The new developer toolkit for Advantage CMS gives customers access to the templates, which are treated as documents—so ordinary business users can edit them or change their layout using WYSIWYG editing and formatting tools. Among other things, this enables you to work on a site redesign while people are still using the system and push the new design live without affecting content. In addition, a new HTML import feature makes it easy to suck an existing site into Advantage CMS. And more advanced developers will enjoy several amenities, including the ability to create interactive forms and syntax highlighting and checking.

If you want an ASP-based CMS that publishes static pages to your own servers, you’d be hard-pressed to find a solution with more power and usability for everyone from content editors, to template designers, to administrators.


Calculating ROI

As today’s economic downturn cuts deeper into IT budgets, CIOs often have to justify investments in more expensive initiatives, like a content management system (CMS). Buying and building the technology for a CMS is the (relatively) easy part.
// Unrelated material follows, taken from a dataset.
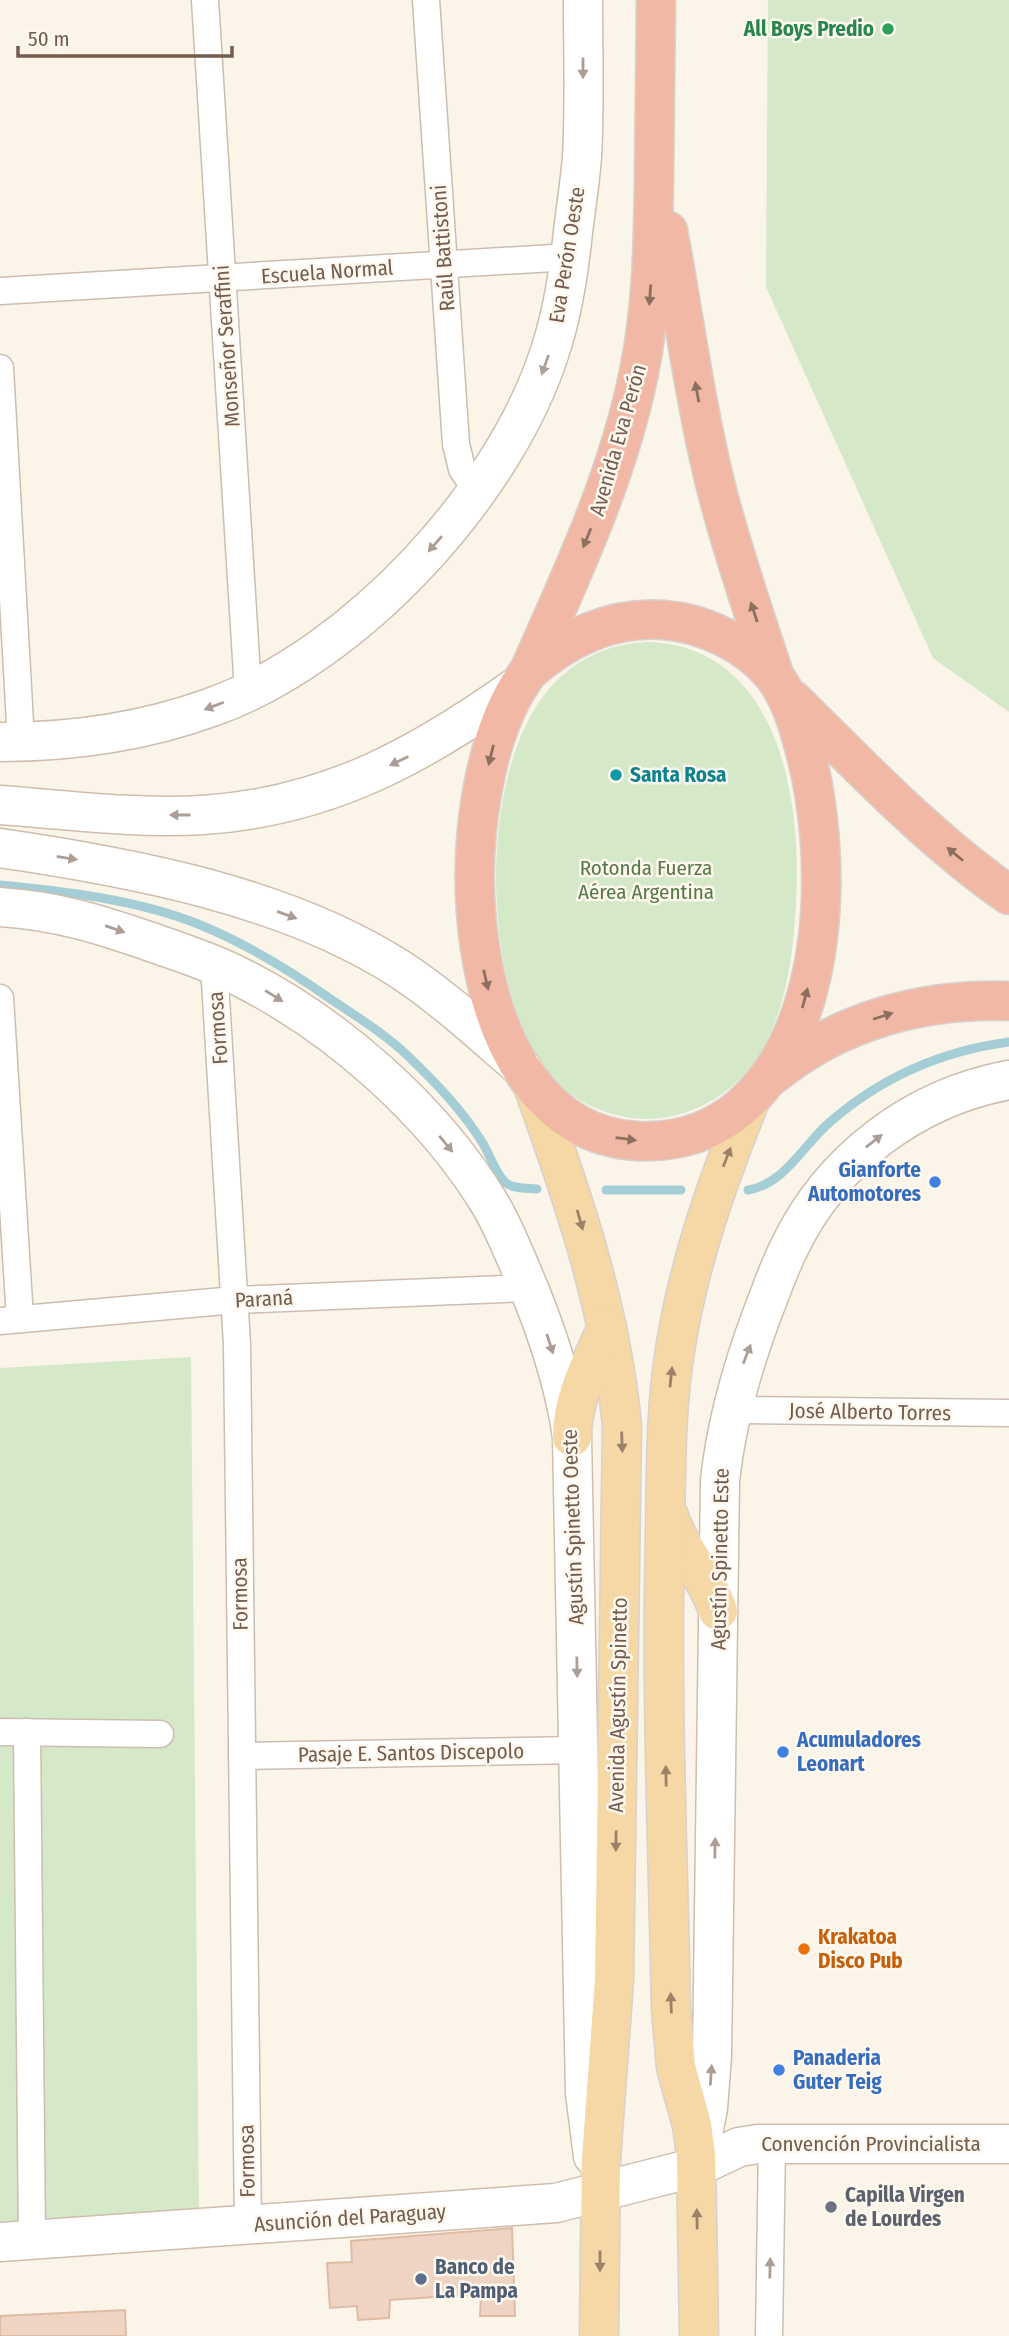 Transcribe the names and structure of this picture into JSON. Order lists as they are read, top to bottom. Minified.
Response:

The hard part is justifying the business need and getting upper management to shell out the significant investment needed to get a CMS off the ground.
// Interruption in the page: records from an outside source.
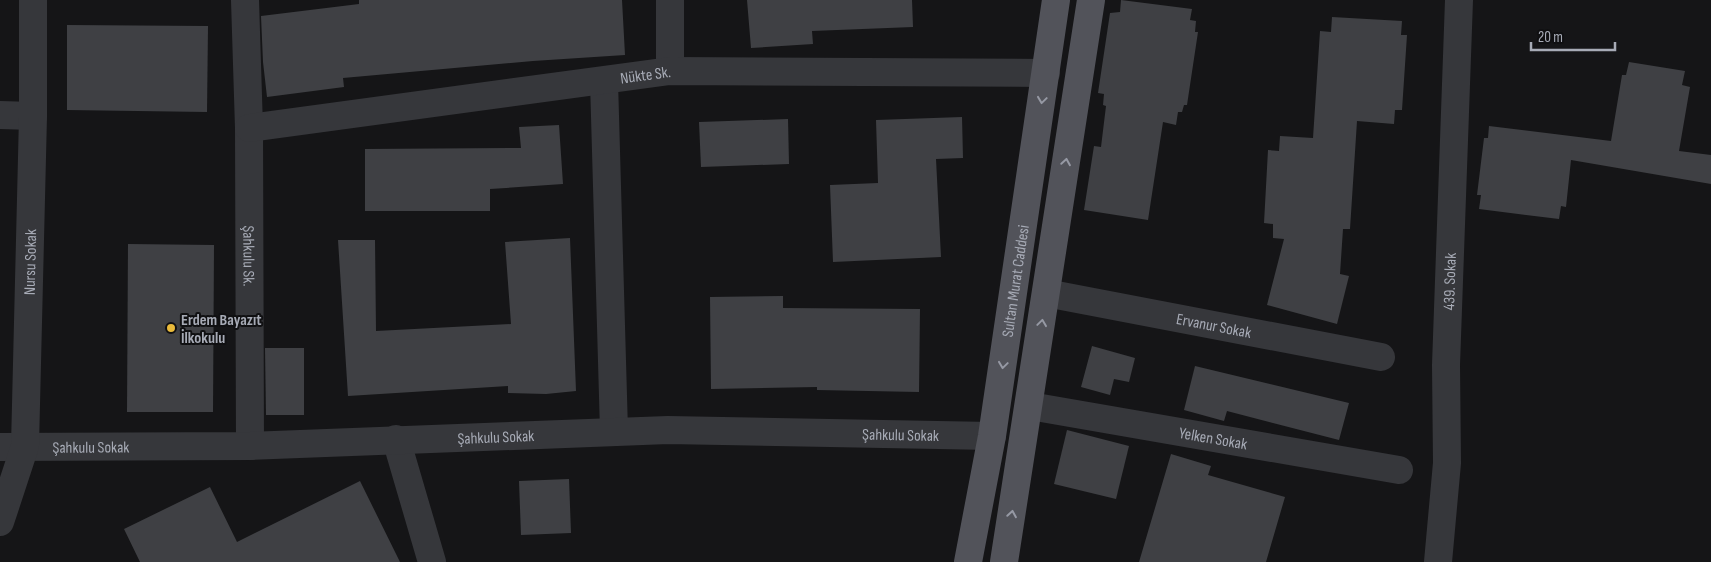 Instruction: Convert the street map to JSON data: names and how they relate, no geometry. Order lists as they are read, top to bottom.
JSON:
{
  "streets": {
    "main road": ["Sultan Murat Caddesi"],
    "street": [
      "Nükte Sk.",
      "Şahkulu Sk.",
      "Nursu Sokak",
      "439. Sokak",
      "Ervanur Sokak",
      "Şahkulu Sokak",
      "Yelken Sokak"
    ]
  },
  "crossings": [
    ["Nükte Sk.", "Şahkulu Sk."],
    ["Nükte Sk.", "Sultan Murat Caddesi"],
    ["Şahkulu Sk.", "Şahkulu Sokak"],
    ["Nursu Sokak", "Şahkulu Sokak"],
    ["Sultan Murat Caddesi", "Ervanur Sokak"],
    ["Sultan Murat Caddesi", "Şahkulu Sokak"],
    ["Sultan Murat Caddesi", "Yelken Sokak"]
  ],
  "places": ["Erdem Bayazıt İlkokulu"],
  "scale_bar": "20 m"
}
After you’ve determined that a CMS will fulfil a true business need, often the next thing that upper management will want to see is an ROI. Here are some factors you should consider when determining the cost of a CMS effort.

-It’s critical to do a broad-based business justification for the project as a whole,” says Tony Byrne, founder and managing editor of CMSWatch, an independent information and analysis site that focuses on Web content management. For organisations where content is the business, investing in better management is an essential infrastructure cost—the cost of doing business—just as the cost of a phone system or a firewall is for the enterprise.
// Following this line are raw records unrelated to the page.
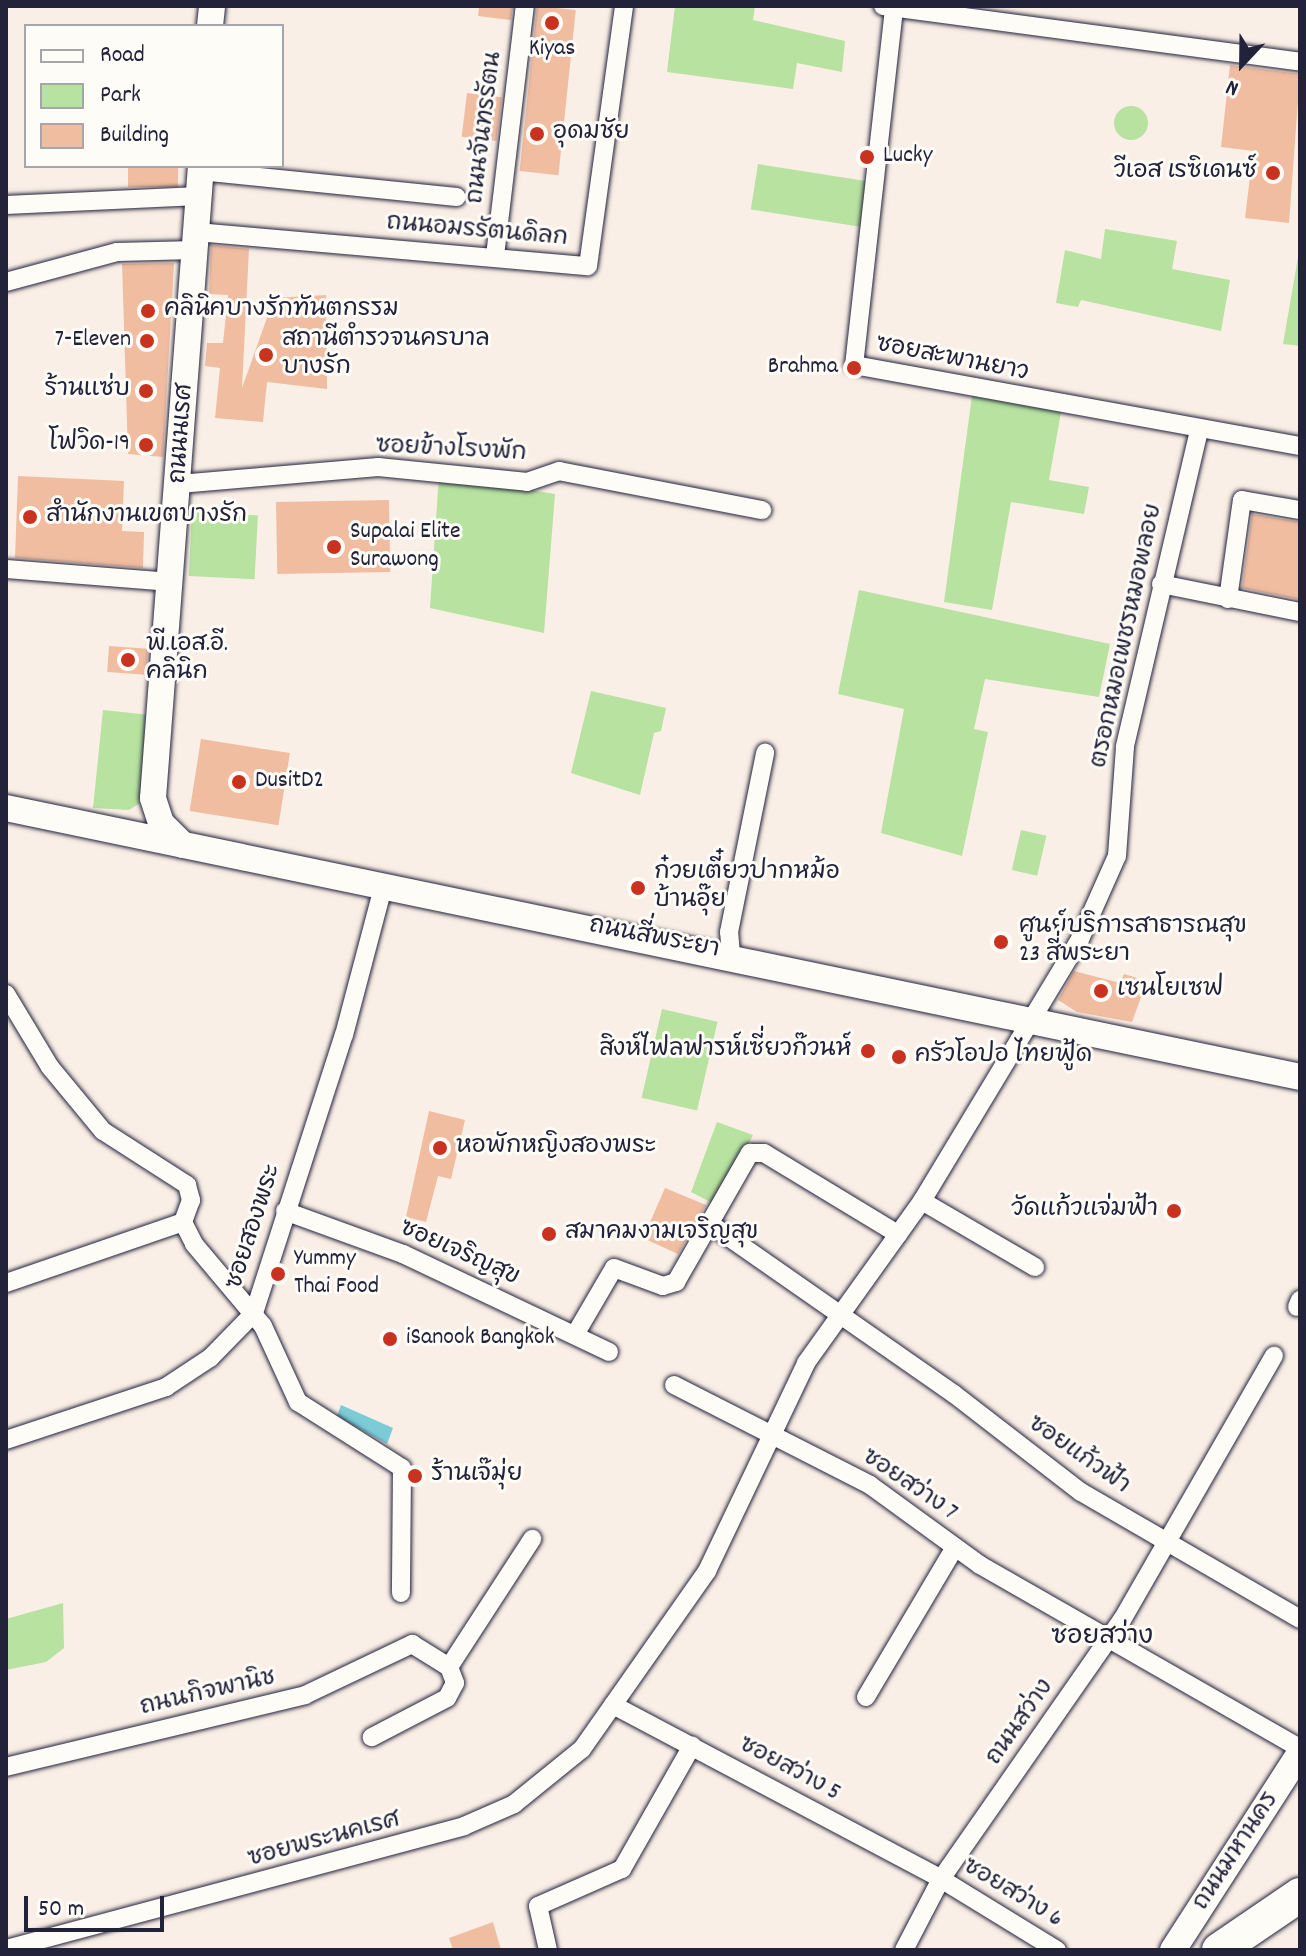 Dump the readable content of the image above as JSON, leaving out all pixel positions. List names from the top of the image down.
{
  "streets": {
    "main road": ["ถนนนเรศ", "ถนนสี่พระยา", "ถนนมหานคร"],
    "street": [
      "ถนนจันทรรัตน",
      "ถนนอมรรัตนดิลก",
      "ซอยสะพานยาว",
      "ซอยข้างโรงพัก",
      "ตรอกหมอเพชรหมอพลอย",
      "ซอยสองพระ",
      "ซอยเจริญสุข",
      "ซอยแก้วฟ้า",
      "ซอยสว่าง 7",
      "ถนนกิจพานิช",
      "ถนนสว่าง",
      "ซอยสว่าง 5",
      "ซอยพระนคเรศ",
      "ซอยสว่าง 6"
    ]
  },
  "crossings": [
    ["ถนนจันทรรัตน", "ถนนอมรรัตนดิลก"],
    ["ถนนอมรรัตนดิลก", "ถนนนเรศ"],
    ["ซอยสะพานยาว", "ตรอกหมอเพชรหมอพลอย"],
    ["ถนนนเรศ", "ซอยข้างโรงพัก"],
    ["ตรอกหมอเพชรหมอพลอย", "ถนนสี่พระยา"],
    ["ถนนสี่พระยา", "ซอยสองพระ"],
    ["ซอยสองพระ", "ซอยเจริญสุข"],
    ["ซอยแก้วฟ้า", "ถนนสว่าง"],
    ["ซอยสว่าง 7", "ถนนสว่าง"],
    ["ซอยสว่าง 7", "ถนนมหานคร"],
    ["ถนนสว่าง", "ซอยสว่าง 5"],
    ["ถนนสว่าง", "ซอยสว่าง 6"],
    ["ซอยสว่าง 5", "ซอยพระนคเรศ"],
    ["ซอยสว่าง 5", "ซอยสว่าง 6"]
  ],
  "districts": ["ซอยสว่าง"],
  "places": [
    "Kiyas",
    "อุดมชัย",
    "Lucky",
    "วีเอส เรซิเดนซ์",
    "คลินิคบางรักทันตกรรม",
    "7-Eleven",
    "สถานีตำรวจนครบาล บางรัก",
    "Brahma",
    "ร้านแซ่บ",
    "โฟวิด-19",
    "สำนักงานเขตบางรัก",
    "Supalai Elite Surawong",
    "พี.เอส.อี. คลินิก",
    "DusitD2",
    "ก๋วยเตี๋ยวปากหม้อ บ้านอุ๊ย",
    "ศูนย์บริการสาธารณสุข 23 สี่พระยา",
    "เซนโยเซฟ",
    "สิงห์ไฟลฟารห์เซี่ยวก๊วนห์",
    "ครัวโอปอ ไทยฟู้ด",
    "หอพักหญิงสองพระ",
    "วัดแก้วแจ่มฟ้า",
    "สมาคมงามเจริญสุข",
    "Yummy Thai Food",
    "iSanook Bangkok",
    "ร้านเจ๊มุ่ย"
  ],
  "legend": ["Road", "Park", "Building"],
  "scale_bar": "50 m",
  "north": "bottom"
}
Byrne advises companies to consider three factors when estimating the costs of a CMS:

Software licensing (including databases, search engines, and other ancillary packages). -Watch out for cost creep as you add additional servers and content contributors,” says Byrne. -The most important thing to remember is that software licensing may well turn out to be the least of your expenses.”

Integration, customisation, and extension. Industrial-strength CMS doesn’t come out-of-the-box: hiring a professional services firm to help you put everything together may set you back one to three times the cost of the software licensing alone, depending on the scope of the engagement.

Data cleaning, normalisation, organisation, and migration. -CMS buyers typically need to do most of this themselves; everyone usually underestimates the level of effort involved,” advises Byrne.
Byrne offers a simple formula for calculating ROI. The first step is quantifying costs and then adding up all the hard dollars and cents your company will see in:

  • Increased sales.
  • Expanded product/service deployment.
  • Greater return from other IT investments (eg, ERP, portal).
  • Accelerated time to market.
  • Process efficiencies.
  • Reduced Web production costs.
  • Reduced paper/mailing costs.
  • Reduced human errors.

Then, quantify and add up all the “soft” benefits, which include:

  • Putting business people in control of online communication.
  • Maintaining brand consistency.
  • Enhancing customer satisfaction.
  • Improving content security and reducing legal liabilities.
  • Maximising internal skills through greater specialisation.

-Compare your costs laid out above against the benefits you expect to gain from a CMS,” explained Byrne. -Although the benefits may be difficult to quantify at times, at some point, your company will simply decide that, ROI or not, it can’t live any longer with the (likely growing) pain of not effectively managing your content.”